These are running shoes but they work just as well for walking, shopping, visiting friends, or just being around the house.

They’re zero-drop and have a wide toe box, both of which are helpful if you have Morton’s neuroma. The spacious FootShape toe box allows the toes to splay out naturally and prevents the metatarsals from being cramped and rubbing against each other.

A zero heel-to-toe drop means that your heel is not sitting higher than your toe like in most shoes. This drop can put extra pressure on the toes, so a zero-drop shoe removes that pressure.

The Quantic midsoles provide balanced cushioning and features InnerFlex grooves to create flexibility and comfort. It’s supplemented by a Perf-X insole and a 5mm sculpted footbed adds some more cushioning and support to every step. So whether you’re walking or running your feet will be supported and protected.

The women’s shoe has been enhanced with Fit4Her technology, which means the women’s shoe has a higher instep, a narrower heel, a longer arch, and different spacing between the metatarsal bones.

These shoes have also won the Seal of Acceptance from the APMA. This means the shoes are highly regarded as a shoe that promotes healthy feet.

PROS:

  • Sculpted footbed
  • Quantic foam midsole
  • FootPod outsole technology
  • Perf-X insoles

CONS:

  • These shoes can run slightly bigger and you may have to order half a size smaller

Top Walking Shoe

2. New Balance 840v2

The New Balance 840v2 are great shoes for walking.
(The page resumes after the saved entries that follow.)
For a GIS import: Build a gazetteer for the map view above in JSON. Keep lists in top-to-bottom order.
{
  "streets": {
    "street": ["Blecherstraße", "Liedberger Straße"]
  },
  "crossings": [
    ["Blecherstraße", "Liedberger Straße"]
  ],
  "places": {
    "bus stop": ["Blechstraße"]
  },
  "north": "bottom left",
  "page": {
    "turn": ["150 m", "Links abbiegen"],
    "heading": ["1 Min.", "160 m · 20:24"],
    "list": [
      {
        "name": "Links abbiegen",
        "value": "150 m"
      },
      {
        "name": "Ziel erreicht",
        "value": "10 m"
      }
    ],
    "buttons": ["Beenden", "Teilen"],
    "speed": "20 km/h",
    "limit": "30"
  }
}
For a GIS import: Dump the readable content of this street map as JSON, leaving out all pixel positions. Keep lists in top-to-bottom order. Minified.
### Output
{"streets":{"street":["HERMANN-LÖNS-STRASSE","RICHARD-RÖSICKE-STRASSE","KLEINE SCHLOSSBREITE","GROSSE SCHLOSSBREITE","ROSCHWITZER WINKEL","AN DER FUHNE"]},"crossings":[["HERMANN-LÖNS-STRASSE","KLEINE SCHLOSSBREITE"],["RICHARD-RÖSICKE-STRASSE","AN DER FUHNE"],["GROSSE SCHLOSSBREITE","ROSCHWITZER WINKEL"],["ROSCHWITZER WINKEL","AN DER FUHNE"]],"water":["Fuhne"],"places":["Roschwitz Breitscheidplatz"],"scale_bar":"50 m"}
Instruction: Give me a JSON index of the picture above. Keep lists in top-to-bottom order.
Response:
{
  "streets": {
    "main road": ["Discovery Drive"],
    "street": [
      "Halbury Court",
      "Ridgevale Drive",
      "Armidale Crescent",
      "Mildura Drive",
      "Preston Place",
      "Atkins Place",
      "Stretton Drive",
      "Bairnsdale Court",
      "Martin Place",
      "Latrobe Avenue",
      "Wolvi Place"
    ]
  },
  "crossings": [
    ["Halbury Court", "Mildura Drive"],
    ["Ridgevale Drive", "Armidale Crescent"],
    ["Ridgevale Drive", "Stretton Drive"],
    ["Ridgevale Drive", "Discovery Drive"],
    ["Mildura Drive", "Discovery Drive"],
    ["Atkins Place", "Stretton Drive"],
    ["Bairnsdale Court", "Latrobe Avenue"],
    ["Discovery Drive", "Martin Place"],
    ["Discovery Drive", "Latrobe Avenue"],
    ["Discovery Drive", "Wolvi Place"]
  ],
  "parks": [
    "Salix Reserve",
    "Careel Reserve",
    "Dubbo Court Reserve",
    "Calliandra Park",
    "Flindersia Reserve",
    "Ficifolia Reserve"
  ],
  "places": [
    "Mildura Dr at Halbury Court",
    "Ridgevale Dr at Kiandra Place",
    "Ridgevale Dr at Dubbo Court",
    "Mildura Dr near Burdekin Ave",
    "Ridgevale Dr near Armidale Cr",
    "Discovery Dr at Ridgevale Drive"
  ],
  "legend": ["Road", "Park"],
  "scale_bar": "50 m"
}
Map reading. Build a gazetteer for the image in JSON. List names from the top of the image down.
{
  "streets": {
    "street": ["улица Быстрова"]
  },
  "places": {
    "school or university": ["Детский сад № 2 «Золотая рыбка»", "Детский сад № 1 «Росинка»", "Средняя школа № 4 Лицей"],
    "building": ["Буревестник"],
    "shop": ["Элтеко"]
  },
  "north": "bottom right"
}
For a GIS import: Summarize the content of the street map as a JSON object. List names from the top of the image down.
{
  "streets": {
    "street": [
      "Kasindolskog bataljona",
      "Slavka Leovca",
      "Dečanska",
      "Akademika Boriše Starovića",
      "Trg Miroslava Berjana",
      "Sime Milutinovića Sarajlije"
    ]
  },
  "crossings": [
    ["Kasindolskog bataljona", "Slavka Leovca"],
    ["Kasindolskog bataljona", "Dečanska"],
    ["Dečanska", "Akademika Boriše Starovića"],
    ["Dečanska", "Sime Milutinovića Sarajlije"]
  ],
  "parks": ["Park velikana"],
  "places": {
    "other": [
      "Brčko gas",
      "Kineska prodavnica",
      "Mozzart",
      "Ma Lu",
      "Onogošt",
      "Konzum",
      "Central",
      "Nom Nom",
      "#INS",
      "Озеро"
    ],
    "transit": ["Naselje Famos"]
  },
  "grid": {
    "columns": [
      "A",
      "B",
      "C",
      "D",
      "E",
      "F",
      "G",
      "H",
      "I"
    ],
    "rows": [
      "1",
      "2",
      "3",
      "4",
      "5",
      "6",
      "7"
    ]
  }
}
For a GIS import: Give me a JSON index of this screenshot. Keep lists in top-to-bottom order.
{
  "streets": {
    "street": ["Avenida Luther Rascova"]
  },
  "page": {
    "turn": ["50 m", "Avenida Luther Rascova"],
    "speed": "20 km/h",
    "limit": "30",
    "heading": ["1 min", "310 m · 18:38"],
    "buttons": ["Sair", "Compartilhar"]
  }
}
Their cushioning will protect and propel you and make every walk a comfortable one.

The ABZORB foam midsole does a good job of absorbing shock with every step, which will reduce pain for you.

Because the toe box is wider than average, your toes will splay in a natural way and take pressure off your metatarsals. There’s also a cushioned foam insole that you can remove if you need to.

A polyurethane strobel board under the sock liner adds some extra support. The lining on top of it is a Lightning Dry lining that keeps you dry and cool.

The tongue and ankle collar are also very padded, which means that there’s little chance of chafing.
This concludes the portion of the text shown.